Nicole Mari le Samedi 25 Juin 2022 à 08:45

La question du pouvoir d’achat a été au cœur de la nouvelle réunion de la Conférence sociale qui s’est tenue vendredi après-midi à Aiacciu. Mise en place en 2018 par la Collectivité de Corse pour répondre à la crise des gilets jaunes et à la précarité grandissante dans l’île, la Conférence, qui réunit autour de l’Exécutif, de l’Assemblée de Corse et du CESEC, l’ensemble des acteurs syndicaux, consulaires et associatifs, a débattu et validé des propositions d’adaptation spécifique à la Corse du projet de loi sur le pouvoir d’achat qui sera discuté dans quelques jours à l’Assemblée nationale.
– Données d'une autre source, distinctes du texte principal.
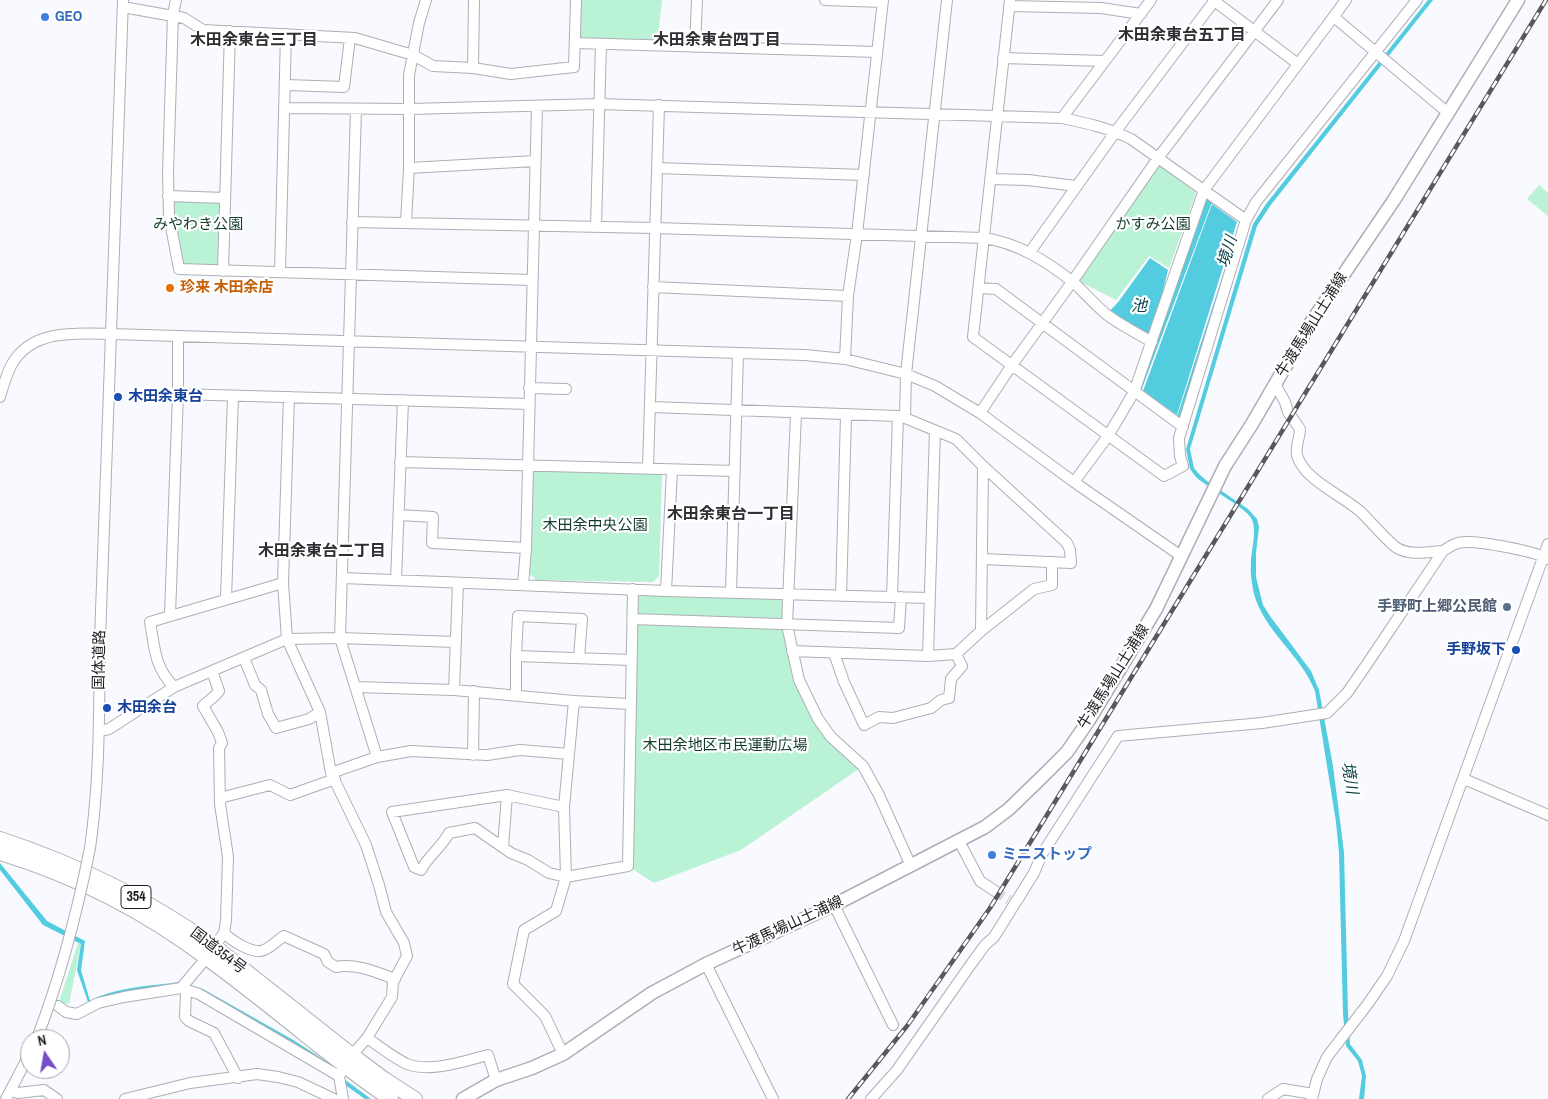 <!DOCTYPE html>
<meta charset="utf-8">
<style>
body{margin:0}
#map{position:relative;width:1548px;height:1099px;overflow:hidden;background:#f8faff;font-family:"Archivo Narrow",sans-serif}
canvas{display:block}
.north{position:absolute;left:20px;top:1029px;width:50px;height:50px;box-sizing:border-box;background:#fff;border:1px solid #a5a5a6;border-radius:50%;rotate:348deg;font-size:14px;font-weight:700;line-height:20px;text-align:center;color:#1e1e20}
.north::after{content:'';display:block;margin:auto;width:18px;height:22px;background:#764fc8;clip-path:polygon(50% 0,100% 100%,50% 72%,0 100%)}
</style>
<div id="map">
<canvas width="1548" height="1099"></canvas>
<div class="north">N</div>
</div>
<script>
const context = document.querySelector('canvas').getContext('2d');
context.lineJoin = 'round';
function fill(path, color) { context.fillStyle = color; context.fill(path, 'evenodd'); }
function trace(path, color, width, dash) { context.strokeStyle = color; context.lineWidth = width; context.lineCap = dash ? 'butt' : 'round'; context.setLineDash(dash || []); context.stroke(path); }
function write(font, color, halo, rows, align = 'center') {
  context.font = font + ' "Archivo Narrow","Noto Sans JP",sans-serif'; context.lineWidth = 4.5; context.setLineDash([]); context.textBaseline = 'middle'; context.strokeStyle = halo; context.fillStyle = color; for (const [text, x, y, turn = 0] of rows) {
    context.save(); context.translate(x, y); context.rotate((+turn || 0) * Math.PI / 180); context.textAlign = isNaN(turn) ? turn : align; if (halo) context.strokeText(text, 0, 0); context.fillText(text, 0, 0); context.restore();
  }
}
const green = new Path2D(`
 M576 0H662L657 46 575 43Z
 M1159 165 1196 193 1169 268 1149 256 1116 300 1077 280Z
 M1539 185 1548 193V216L1527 199Z
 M168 196 225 198 223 271 179 269Z
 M536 469 660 472 662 476 659 576 653 582 536 580 528 572 531 474Z
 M633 589 789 594 792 651 818 719 863 766 741 850 654 883 628 866Z
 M78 943 81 944 69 1004 59 1002Z`);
const water = new Path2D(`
 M1428 0H1433L1270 206 1257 226 1190 449 1194 468 1199 474 1207 481 1248 509 1257 519 1259 527 1256 553V577L1263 605 1270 616 1311 671 1319 690 1333 766 1344 852 1348 1014 1350 1044 1362 1060 1366 1076 1364 1099H1359L1362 1076 1358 1061 1346 1046 1343 1014 1339 853 1336 822 1315 691C1301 655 1264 631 1254 594 1252 584 1250 573 1251 563 1251 550 1258 529 1251 518 1246 508 1208 488 1196 477L1190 469 1186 449 1253 224 1266 204Z
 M1205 192 1243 220 1182 425 1136 391ZM1212 202 1240 222 1177 417 1141 391Z
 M1212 204 1237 222 1177 415 1143 391Z
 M1150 258 1168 270 1151 340 1109 312 1119 301Z
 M0 863 47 921 85 941 81 970 90 1001C114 987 152 986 179 982L203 989 295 1041 344 1073V1079L371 1099H365L341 1082 185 987 89 1005 77 970 81 944 43 925 0 870Z`);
const minorTunnel = new Path2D(`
 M995 891 1009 900`);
const minor = new Path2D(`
 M176 0 173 15 168 173 169 216 179 269 531 280
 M825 0 882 2
 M1010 0 973 337 1164 476 1183 466 1180 456 1179 438 1246 220 1256 202 1417 0
 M1213 0 1298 64
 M1009 6 1101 8 1141 14
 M123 7 184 18 203 30 355 38 413 55 433 66 473 68 511 74 574 67 576 0
 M1334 17 1448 113
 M575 43 877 52
 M695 47 697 0
 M1003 58 1104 61
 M473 68 474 0
 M286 85 344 87 350 38
 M285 108 410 109 598 104 1062 118C1086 123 1109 128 1131 139L1246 220
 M356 110 340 638 377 757
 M1062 118 1151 0
 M409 168 535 161
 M657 168 864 175
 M991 179 1028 180 1076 186
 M168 196 225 198
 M352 222 654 228 984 238C1018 243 1046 261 1073 282 1084 292 1094 304 1106 314 1120 325 1137 333 1152 342
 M406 222 409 168V75L419 23 426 0
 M596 226 601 44
 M1030 252 1116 131 1215 0
 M223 271 230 31
 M280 272 286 34
 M653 287 848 296
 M979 288 996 289 1183 427
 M845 359 848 296 857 234 883 0
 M1275 384 1285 402 1288 412 1300 429C1300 437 1295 447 1297 455 1304 481 1343 495 1362 513 1371 522 1388 542 1397 548 1411 556 1428 552 1443 551
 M529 388 566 389
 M178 394 529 404
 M0 397C3 386 6 375 12 364 32 329 77 333 111 334L805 355 845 359 906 374 935 386 980 413 1074 482 1181 556
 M289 397 283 583 287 639 320 712 331 773 366 845 379 885 386 912 404 943 407 956 393 982 392 997 367 1038 352 1055
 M651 407 898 416 905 418 956 439 983 466 1067 543 1070 550 1071 563 983 559
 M980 413 1012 365 1072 282 1158 158 1278 0
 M796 414 787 625 799 680 818 719 831 737 863 766 879 795 911 866
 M905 418 906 374 947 0
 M400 462 735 471
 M648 468 659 105
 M1074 482 1108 436 1134 392 1204 190 1346 0
 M399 515 433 517 432 543 526 548
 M343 578 666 591 929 598
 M396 580 403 400
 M523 585 526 548 537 106
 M666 591 672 470
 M731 592 738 354
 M841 596 846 415
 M892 597 898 416
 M226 599 233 396
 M170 615 178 394V337
 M632 619 899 628 901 597
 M981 631 1034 589 1052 585V562
 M792 651 928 656 956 654 981 631 983 466
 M834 653 844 682 864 725 879 717 893 718 931 708 941 700 949 698 951 679 962 666 956 654
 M516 656 518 616 582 619 579 658
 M928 656 935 431
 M244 658 255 685 261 690 268 714 276 728 309 719 320 712
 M212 671 219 691C215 697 208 701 203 706L218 732 222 743 219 748 220 804 228 857 226 920 224 933
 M174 687C154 666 155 649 150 622L283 583
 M356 687 454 690 574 701 630 704
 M454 690 458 583
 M516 694V656L631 660
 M99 731 109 729 174 687 287 639 340 638 456 642
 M569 754 574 701
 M473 755 474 691
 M331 773 377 757 411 751 487 755 520 750 569 754 564 807 566 877 556 911 524 930 513 984 545 1016 563 1054
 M1464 779 1548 815
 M220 798 270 785 290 795 335 779
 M564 807 507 795 392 812 414 867 421 870C429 855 441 848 449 833L475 828 511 853 528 860 549 873 566 877 628 866 633 589
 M959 841 980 881 995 891
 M503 847 507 795
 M90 848C100 779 99 708 100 639L123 0
 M834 905 893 1025
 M706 964 773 1099
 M181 988 203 962 224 933C231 940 253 955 264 950 271 947 278 940 284 936L324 954 328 962 336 967C356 963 376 972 395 979
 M186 991 185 1017 189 1021 214 1033 238 1078
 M58 1006 66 1012 77 1014 98 1003 124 997 181 988 199 994 339 1076
 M367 1038C379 1046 395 1059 407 1064 431 1073 465 1061 488 1055L496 1080
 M342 1071 339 1076 343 1099
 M11 1091 18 1093 44 1090 57 1099
 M6 1099 30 1053
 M125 1099 190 1083 257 1074 278 1077 298 1082 334 1099
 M871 1099 897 1070 969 967 985 945 994 937 1034 873 1042 854 1118 736 1262 723 1327 713 1347 693 1365 667 1443 551C1449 547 1456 542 1464 542 1480 541 1535 551 1548 559
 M1268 1099 1283 1089 1313 1094
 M1312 1099 1317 1079 1327 1057 1367 1005 1387 976 1404 941 1548 544`);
const major = new Path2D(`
 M463 1099 496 1080 532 1068 563 1054 652 993 706 964 834 905 985 827 1009 809 1044 775 1067 752 1089 720 1156 609 1225 466 1252 424 1310 324 1394 200 1518 0`);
const highway = new Path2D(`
 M0 839C76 864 149 900 214 946L352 1055 384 1079 415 1099
 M0 853C76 876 144 911 208 959 245 986 282 1016 318 1045 342 1063 365 1083 391 1099`);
const rail = new Path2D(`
 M848 1099 907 1026 990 908 1546 0`);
const minorBridge = new Path2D(`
 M37 1038C61 976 77 913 90 848`);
const markers = [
 [45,17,5,"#3f7fe0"],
 [170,288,5,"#e8710a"],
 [118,397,5,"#1a4fb4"],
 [1507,607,5,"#5c6f8a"],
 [1516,650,5,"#1a4fb4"],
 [107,708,5,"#1a4fb4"],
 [992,855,5,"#3f7fe0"]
];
const shields = [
 [136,897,30]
];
const shieldNames = [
 ["354",136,897]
];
const shopNames = [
 ["GEO",55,17],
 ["ミニストップ",1002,855]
];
const parkNames = [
 ["みやわき公園",198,225],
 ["かすみ公園",1153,225],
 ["木田余中央公園",595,526],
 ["木田余地区市民運動広場",725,746]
];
const foodNames = [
 ["珍来 木田余店",180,288]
];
const streetNames = [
 ["牛渡馬場山土浦線",1312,325,-58],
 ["国体道路",100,660,-89],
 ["牛渡馬場山土浦線",1114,677,-58],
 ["牛渡馬場山土浦線",788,926,-25],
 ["国道354号",218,951,37]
];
const transitNames = [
 ["木田余東台",128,397],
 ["手野坂下",1506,650,"right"],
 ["木田余台",117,708]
];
const serviceNames = [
 ["手野町上郷公民館",1497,607]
];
const neighbourhoodNames = [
 ["木田余東台五丁目",1182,36],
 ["木田余東台三丁目",254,41],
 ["木田余東台四丁目",717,41],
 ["木田余東台一丁目",731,515],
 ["木田余東台二丁目",322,552]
];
const waterNames = [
 ["境川",1228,252,-73],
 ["池",1139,307],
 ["境川",1349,778,81]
];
fill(green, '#baf2d5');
fill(water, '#52ccde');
trace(minorTunnel, '#d7d9de', 10, [10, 5]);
trace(minor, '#adafb4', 12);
trace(major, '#adafb4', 15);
trace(highway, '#adafb4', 16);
trace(minor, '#fff', 10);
trace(major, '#fff', 12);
trace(highway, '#fff', 14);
trace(rail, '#59595c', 4.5);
trace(rail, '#fff', 2.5, [8]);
trace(minorBridge, '#adafb4', 12, []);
trace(minorBridge, '#fff', 10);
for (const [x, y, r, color] of markers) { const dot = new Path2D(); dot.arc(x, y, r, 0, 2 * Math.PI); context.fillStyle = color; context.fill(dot); trace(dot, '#fff', 2); }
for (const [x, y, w] of shields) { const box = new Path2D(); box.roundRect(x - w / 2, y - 11.5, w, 23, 4); context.fillStyle = '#fff'; context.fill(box); trace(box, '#1e1e20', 1); }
write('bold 14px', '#1e1e20', null, shieldNames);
write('bold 15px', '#366cbe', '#fff', shopNames, 'left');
write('15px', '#133c2b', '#fff', parkNames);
write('bold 15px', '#c56008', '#fff', foodNames, 'left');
write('15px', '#1e1e20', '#fff', streetNames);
write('bold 15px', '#164399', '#fff', transitNames, 'left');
write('bold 15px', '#4e5e75', '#fff', serviceNames, 'right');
write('bold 16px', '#2e2f33', '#fff', neighbourhoodNames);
write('italic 16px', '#0b434b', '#fff', waterNames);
</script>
Notamment les mesures concernant le chèque alimentaire, la prime carburant, l’indexation des retraites sur l’inflation et l’indemnité de transport.



La Conférence sociale s'est réunie, vendredi 24 juin à Aiacciu, sur la question du pouvoir d'achat, à l'initiative du Président du Conseil Exécutif, Gilles Simeoni, des présidentes de l’Assemblée de Corse et du CESEC, Nanette Maupertuis et Marie-Jeanne Nicoli, en présence des élus et des acteurs syndicaux et associatifs.
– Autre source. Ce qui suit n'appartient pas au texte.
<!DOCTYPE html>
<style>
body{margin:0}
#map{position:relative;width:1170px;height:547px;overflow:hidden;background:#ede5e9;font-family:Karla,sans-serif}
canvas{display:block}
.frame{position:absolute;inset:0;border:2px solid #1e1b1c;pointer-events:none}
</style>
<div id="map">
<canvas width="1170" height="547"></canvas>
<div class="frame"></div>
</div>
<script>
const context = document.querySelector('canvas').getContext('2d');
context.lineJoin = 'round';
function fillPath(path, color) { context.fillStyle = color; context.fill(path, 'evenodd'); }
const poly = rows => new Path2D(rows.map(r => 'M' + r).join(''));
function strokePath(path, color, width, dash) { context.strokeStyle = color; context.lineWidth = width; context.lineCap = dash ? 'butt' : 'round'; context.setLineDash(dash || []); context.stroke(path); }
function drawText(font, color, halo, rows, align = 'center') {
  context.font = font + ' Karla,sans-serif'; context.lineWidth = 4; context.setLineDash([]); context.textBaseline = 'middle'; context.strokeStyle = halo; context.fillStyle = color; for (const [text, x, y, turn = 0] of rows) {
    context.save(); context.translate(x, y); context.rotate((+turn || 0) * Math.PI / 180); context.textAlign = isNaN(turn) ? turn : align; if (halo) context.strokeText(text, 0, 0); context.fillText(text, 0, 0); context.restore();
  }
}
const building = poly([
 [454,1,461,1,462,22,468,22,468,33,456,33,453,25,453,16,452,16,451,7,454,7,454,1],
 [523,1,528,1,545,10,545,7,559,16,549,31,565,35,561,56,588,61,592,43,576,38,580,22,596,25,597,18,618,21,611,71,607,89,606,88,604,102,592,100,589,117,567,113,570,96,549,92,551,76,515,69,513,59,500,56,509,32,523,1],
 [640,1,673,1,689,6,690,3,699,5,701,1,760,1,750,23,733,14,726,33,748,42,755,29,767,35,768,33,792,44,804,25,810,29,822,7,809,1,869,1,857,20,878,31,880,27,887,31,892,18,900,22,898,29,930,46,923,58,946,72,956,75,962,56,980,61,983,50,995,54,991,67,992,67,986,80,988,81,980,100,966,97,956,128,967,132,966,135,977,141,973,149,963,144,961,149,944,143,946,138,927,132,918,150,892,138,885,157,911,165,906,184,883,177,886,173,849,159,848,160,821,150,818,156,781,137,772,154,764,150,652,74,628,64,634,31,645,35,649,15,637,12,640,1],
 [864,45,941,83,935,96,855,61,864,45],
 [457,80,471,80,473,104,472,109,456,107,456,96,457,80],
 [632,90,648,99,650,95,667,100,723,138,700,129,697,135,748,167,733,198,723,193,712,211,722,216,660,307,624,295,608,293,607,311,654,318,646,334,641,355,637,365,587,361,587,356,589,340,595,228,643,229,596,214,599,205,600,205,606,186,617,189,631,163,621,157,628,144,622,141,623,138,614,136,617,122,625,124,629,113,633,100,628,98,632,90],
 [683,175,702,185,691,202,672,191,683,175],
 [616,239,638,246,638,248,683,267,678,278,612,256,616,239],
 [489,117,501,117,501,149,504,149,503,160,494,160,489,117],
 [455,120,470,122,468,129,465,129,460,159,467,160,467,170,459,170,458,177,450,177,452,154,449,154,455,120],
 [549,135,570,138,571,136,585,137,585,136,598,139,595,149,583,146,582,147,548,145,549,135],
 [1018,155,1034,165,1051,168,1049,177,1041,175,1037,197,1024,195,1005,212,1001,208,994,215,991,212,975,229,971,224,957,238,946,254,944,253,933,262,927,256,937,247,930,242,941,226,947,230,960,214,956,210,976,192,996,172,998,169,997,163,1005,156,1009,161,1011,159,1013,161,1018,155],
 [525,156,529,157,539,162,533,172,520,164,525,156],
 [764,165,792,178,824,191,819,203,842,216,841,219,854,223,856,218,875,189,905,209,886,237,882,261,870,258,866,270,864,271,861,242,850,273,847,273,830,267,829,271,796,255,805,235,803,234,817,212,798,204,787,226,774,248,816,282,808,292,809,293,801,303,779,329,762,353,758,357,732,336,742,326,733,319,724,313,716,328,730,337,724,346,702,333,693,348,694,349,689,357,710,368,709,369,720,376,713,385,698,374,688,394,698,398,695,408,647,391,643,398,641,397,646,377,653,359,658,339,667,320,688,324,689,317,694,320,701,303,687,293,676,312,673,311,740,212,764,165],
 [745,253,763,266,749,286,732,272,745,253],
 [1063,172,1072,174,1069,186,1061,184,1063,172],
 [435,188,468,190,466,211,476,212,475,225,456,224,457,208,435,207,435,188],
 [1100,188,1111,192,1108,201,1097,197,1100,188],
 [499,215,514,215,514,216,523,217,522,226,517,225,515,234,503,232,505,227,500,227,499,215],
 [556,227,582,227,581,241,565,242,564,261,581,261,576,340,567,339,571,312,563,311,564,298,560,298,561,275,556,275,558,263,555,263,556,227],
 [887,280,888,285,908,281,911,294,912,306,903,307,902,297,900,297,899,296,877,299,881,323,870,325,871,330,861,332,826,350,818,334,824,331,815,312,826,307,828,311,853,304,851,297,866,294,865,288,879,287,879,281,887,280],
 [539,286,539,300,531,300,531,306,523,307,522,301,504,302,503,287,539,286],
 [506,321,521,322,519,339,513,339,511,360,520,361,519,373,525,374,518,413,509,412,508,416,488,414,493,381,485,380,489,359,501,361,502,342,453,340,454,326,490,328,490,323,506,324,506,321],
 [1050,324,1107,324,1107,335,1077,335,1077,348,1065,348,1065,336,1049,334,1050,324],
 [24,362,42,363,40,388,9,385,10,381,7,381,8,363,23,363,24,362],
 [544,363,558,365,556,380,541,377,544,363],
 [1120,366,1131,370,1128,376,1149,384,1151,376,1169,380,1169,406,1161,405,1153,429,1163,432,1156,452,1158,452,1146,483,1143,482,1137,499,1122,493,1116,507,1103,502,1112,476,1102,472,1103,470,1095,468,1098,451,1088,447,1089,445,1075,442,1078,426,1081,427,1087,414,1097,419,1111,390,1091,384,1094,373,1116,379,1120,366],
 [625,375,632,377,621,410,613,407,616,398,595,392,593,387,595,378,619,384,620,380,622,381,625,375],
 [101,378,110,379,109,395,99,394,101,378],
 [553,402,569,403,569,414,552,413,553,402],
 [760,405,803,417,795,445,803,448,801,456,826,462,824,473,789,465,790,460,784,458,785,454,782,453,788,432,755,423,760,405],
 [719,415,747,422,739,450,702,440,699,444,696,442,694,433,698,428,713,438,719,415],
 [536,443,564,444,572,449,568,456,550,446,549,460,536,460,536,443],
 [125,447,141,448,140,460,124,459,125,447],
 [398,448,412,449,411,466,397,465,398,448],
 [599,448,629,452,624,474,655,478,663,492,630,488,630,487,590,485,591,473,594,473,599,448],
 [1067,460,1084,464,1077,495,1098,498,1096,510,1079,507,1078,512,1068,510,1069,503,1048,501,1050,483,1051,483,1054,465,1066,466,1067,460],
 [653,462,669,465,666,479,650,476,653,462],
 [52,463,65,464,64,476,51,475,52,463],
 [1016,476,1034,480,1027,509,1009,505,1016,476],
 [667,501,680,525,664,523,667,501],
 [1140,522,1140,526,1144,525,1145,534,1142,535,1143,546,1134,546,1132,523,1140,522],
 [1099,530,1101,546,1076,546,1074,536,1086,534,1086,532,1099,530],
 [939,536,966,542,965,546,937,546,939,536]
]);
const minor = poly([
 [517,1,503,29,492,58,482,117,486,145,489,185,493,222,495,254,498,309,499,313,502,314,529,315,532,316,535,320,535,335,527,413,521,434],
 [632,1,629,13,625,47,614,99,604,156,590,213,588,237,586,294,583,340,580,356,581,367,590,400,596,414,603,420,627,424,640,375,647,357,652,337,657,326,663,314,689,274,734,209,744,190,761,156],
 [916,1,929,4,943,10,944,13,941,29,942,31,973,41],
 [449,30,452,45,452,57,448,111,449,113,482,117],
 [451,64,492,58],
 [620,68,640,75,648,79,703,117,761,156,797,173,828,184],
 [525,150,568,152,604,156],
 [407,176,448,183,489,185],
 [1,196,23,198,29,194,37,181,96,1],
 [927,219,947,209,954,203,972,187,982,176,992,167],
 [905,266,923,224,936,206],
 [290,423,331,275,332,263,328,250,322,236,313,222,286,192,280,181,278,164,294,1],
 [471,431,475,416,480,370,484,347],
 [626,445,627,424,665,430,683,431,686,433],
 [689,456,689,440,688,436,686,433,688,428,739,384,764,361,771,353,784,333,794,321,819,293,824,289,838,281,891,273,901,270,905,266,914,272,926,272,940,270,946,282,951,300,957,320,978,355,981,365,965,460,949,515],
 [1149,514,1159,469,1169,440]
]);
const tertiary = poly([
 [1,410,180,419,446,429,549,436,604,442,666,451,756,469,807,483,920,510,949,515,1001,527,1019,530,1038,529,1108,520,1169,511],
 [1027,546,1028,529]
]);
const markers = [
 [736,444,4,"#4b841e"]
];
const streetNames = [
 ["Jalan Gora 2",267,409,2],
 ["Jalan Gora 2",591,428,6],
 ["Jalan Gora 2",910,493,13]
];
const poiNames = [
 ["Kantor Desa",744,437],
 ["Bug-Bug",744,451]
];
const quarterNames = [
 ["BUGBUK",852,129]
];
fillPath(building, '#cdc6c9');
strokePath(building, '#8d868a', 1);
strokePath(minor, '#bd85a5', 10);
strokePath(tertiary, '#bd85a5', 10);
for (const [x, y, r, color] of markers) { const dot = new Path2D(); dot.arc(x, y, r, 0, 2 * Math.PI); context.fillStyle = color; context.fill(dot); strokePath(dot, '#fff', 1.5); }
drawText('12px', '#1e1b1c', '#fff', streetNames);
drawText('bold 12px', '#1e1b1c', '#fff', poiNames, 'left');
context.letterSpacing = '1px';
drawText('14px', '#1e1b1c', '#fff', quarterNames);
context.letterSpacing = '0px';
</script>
La Conférence sociale s'est réunie, vendredi 24 juin à Aiacciu, sur la question du pouvoir d'achat, à l'initiative du Président du Conseil Exécutif, Gilles Simeoni, des présidentes de l’Assemblée de Corse et du CESEC, Nanette Maupertuis et Marie-Jeanne Nicoli, en présence des élus et des acteurs syndicaux et associatifs.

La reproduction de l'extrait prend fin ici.